── DATA SUPPLIED

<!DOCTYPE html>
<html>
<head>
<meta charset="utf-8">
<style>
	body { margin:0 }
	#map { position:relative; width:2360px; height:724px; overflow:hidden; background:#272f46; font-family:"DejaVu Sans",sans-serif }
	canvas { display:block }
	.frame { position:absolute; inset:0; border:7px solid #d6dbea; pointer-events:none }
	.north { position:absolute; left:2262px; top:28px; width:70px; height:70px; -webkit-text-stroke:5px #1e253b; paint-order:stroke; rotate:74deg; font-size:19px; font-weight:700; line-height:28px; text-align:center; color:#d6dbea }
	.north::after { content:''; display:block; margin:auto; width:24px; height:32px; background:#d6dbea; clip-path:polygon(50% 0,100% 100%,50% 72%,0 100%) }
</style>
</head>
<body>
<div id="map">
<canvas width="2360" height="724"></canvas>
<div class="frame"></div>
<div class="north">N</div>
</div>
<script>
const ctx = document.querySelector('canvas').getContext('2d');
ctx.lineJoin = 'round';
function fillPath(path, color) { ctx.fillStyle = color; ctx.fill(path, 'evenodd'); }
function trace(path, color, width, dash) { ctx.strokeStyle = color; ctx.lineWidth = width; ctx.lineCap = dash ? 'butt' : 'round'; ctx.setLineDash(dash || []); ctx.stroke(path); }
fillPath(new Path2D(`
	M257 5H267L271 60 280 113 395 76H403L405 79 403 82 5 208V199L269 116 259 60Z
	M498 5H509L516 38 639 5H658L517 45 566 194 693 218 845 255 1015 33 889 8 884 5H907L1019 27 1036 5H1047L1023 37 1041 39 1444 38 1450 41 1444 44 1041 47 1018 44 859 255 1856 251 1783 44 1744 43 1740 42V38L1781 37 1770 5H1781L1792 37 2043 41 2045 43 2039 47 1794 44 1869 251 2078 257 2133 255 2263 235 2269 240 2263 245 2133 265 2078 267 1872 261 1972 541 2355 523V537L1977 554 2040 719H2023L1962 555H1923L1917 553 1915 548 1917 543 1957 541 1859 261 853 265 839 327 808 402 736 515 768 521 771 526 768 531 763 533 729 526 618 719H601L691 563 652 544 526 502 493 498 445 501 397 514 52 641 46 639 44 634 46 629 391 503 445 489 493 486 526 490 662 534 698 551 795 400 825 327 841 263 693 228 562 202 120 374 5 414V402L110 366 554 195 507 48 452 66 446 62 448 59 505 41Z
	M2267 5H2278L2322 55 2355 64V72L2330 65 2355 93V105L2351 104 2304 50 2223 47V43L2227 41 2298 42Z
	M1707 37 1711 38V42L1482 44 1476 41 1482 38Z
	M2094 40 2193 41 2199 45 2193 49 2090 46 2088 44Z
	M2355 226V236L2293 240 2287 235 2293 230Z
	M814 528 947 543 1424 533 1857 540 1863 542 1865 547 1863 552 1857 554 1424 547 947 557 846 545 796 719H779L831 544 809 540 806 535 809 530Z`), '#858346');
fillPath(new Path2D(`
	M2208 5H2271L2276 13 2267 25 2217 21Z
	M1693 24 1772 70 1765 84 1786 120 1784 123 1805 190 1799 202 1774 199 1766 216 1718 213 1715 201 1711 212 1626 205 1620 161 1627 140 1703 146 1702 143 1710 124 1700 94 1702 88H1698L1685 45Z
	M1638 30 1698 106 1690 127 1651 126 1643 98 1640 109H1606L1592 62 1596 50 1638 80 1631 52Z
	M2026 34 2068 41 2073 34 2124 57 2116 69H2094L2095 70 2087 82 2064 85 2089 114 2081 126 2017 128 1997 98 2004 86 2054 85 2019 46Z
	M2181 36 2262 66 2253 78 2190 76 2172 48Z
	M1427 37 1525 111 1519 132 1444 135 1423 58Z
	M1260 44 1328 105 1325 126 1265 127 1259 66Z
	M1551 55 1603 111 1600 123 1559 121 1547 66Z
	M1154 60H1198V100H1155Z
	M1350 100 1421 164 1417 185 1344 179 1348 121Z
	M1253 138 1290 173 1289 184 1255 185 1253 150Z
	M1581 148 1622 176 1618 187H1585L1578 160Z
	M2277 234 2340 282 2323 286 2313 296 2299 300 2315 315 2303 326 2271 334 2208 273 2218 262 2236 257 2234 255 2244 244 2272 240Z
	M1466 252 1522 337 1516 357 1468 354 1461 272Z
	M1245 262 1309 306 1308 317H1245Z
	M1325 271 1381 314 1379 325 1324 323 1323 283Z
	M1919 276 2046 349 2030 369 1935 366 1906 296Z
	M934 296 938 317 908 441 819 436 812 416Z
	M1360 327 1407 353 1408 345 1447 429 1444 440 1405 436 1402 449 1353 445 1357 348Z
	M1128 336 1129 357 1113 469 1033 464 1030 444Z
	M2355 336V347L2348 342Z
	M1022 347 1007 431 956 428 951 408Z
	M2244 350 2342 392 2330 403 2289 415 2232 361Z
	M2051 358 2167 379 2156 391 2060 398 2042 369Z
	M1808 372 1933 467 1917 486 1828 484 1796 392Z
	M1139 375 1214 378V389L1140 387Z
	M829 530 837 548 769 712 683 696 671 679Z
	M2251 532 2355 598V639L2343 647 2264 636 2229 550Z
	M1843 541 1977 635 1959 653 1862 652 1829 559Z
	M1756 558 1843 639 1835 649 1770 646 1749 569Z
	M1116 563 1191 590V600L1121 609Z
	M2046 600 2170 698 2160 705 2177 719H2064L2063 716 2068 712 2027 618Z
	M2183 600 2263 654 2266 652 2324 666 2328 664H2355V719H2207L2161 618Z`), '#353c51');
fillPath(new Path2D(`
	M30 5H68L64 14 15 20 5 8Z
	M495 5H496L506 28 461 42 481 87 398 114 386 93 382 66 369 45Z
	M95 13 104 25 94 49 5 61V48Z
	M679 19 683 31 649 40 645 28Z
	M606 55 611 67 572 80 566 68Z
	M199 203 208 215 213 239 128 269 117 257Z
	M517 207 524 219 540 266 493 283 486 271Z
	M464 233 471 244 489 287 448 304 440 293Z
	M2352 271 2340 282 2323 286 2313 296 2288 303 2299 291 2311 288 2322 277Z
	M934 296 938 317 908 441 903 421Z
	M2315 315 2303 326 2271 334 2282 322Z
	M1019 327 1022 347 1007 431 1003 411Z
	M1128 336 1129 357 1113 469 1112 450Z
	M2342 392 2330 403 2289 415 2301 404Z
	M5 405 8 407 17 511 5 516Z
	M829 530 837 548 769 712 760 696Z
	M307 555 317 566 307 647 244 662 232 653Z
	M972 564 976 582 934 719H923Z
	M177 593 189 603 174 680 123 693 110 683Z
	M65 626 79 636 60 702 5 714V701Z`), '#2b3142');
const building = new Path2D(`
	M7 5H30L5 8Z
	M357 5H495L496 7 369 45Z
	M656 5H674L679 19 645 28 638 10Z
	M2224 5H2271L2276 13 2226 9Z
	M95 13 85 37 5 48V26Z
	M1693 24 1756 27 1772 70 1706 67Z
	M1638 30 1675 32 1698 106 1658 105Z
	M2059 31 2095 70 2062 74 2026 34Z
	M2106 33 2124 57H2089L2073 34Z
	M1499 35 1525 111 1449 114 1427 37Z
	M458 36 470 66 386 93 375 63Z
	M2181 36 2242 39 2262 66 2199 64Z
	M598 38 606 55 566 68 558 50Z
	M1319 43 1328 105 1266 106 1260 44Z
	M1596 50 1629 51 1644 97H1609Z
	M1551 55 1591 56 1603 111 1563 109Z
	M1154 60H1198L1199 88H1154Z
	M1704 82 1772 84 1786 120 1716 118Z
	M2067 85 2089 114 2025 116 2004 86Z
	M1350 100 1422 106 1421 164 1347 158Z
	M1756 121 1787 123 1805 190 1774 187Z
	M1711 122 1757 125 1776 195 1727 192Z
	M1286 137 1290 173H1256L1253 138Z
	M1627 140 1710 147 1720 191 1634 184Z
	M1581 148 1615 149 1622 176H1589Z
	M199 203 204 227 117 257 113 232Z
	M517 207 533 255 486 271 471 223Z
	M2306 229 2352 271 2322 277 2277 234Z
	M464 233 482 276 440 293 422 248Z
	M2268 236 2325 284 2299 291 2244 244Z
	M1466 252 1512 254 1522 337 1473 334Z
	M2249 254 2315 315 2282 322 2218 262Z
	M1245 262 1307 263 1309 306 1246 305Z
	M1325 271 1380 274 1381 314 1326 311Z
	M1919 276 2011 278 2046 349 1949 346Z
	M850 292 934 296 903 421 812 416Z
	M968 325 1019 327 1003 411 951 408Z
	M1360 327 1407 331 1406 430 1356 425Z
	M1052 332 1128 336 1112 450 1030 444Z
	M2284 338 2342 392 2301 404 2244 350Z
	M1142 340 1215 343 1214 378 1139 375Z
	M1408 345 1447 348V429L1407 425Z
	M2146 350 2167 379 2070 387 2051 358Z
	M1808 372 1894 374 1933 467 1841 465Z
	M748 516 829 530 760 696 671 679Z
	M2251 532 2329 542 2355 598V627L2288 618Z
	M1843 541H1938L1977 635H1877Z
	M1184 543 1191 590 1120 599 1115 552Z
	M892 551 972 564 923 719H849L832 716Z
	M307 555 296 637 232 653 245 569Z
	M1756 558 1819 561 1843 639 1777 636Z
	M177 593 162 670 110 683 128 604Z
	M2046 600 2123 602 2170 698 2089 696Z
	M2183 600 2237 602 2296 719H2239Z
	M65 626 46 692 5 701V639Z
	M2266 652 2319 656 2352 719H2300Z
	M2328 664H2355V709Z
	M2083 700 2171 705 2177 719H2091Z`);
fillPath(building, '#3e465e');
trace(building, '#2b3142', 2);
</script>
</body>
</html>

────

EXERCISE GOAL: Would you print exactly and only the lines of the material above that run from the line with "M1638 30 1698" through the line with "M464 233 471 244 489 287 448 304 440 293Z", both included?

RESPONSE:
	M1638 30 1698 106 1690 127 1651 126 1643 98 1640 109H1606L1592 62 1596 50 1638 80 1631 52Z
	M2026 34 2068 41 2073 34 2124 57 2116 69H2094L2095 70 2087 82 2064 85 2089 114 2081 126 2017 128 1997 98 2004 86 2054 85 2019 46Z
	M2181 36 2262 66 2253 78 2190 76 2172 48Z
	M1427 37 1525 111 1519 132 1444 135 1423 58Z
	M1260 44 1328 105 1325 126 1265 127 1259 66Z
	M1551 55 1603 111 1600 123 1559 121 1547 66Z
	M1154 60H1198V100H1155Z
	M1350 100 1421 164 1417 185 1344 179 1348 121Z
	M1253 138 1290 173 1289 184 1255 185 1253 150Z
	M1581 148 1622 176 1618 187H1585L1578 160Z
	M2277 234 2340 282 2323 286 2313 296 2299 300 2315 315 2303 326 2271 334 2208 273 2218 262 2236 257 2234 255 2244 244 2272 240Z
	M1466 252 1522 337 1516 357 1468 354 1461 272Z
	M1245 262 1309 306 1308 317H1245Z
	M1325 271 1381 314 1379 325 1324 323 1323 283Z
	M1919 276 2046 349 2030 369 1935 366 1906 296Z
	M934 296 938 317 908 441 819 436 812 416Z
	M1360 327 1407 353 1408 345 1447 429 1444 440 1405 436 1402 449 1353 445 1357 348Z
	M1128 336 1129 357 1113 469 1033 464 1030 444Z
	M2355 336V347L2348 342Z
	M1022 347 1007 431 956 428 951 408Z
	M2244 350 2342 392 2330 403 2289 415 2232 361Z
	M2051 358 2167 379 2156 391 2060 398 2042 369Z
	M1808 372 1933 467 1917 486 1828 484 1796 392Z
	M1139 375 1214 378V389L1140 387Z
	M829 530 837 548 769 712 683 696 671 679Z
	M2251 532 2355 598V639L2343 647 2264 636 2229 550Z
	M1843 541 1977 635 1959 653 1862 652 1829 559Z
	M1756 558 1843 639 1835 649 1770 646 1749 569Z
	M1116 563 1191 590V600L1121 609Z
	M2046 600 2170 698 2160 705 2177 719H2064L2063 716 2068 712 2027 618Z
	M2183 600 2263 654 2266 652 2324 666 2328 664H2355V719H2207L2161 618Z`), '#353c51');
fillPath(new Path2D(`
	M30 5H68L64 14 15 20 5 8Z
	M495 5H496L506 28 461 42 481 87 398 114 386 93 382 66 369 45Z
	M95 13 104 25 94 49 5 61V48Z
	M679 19 683 31 649 40 645 28Z
	M606 55 611 67 572 80 566 68Z
	M199 203 208 215 213 239 128 269 117 257Z
	M517 207 524 219 540 266 493 283 486 271Z
	M464 233 471 244 489 287 448 304 440 293Z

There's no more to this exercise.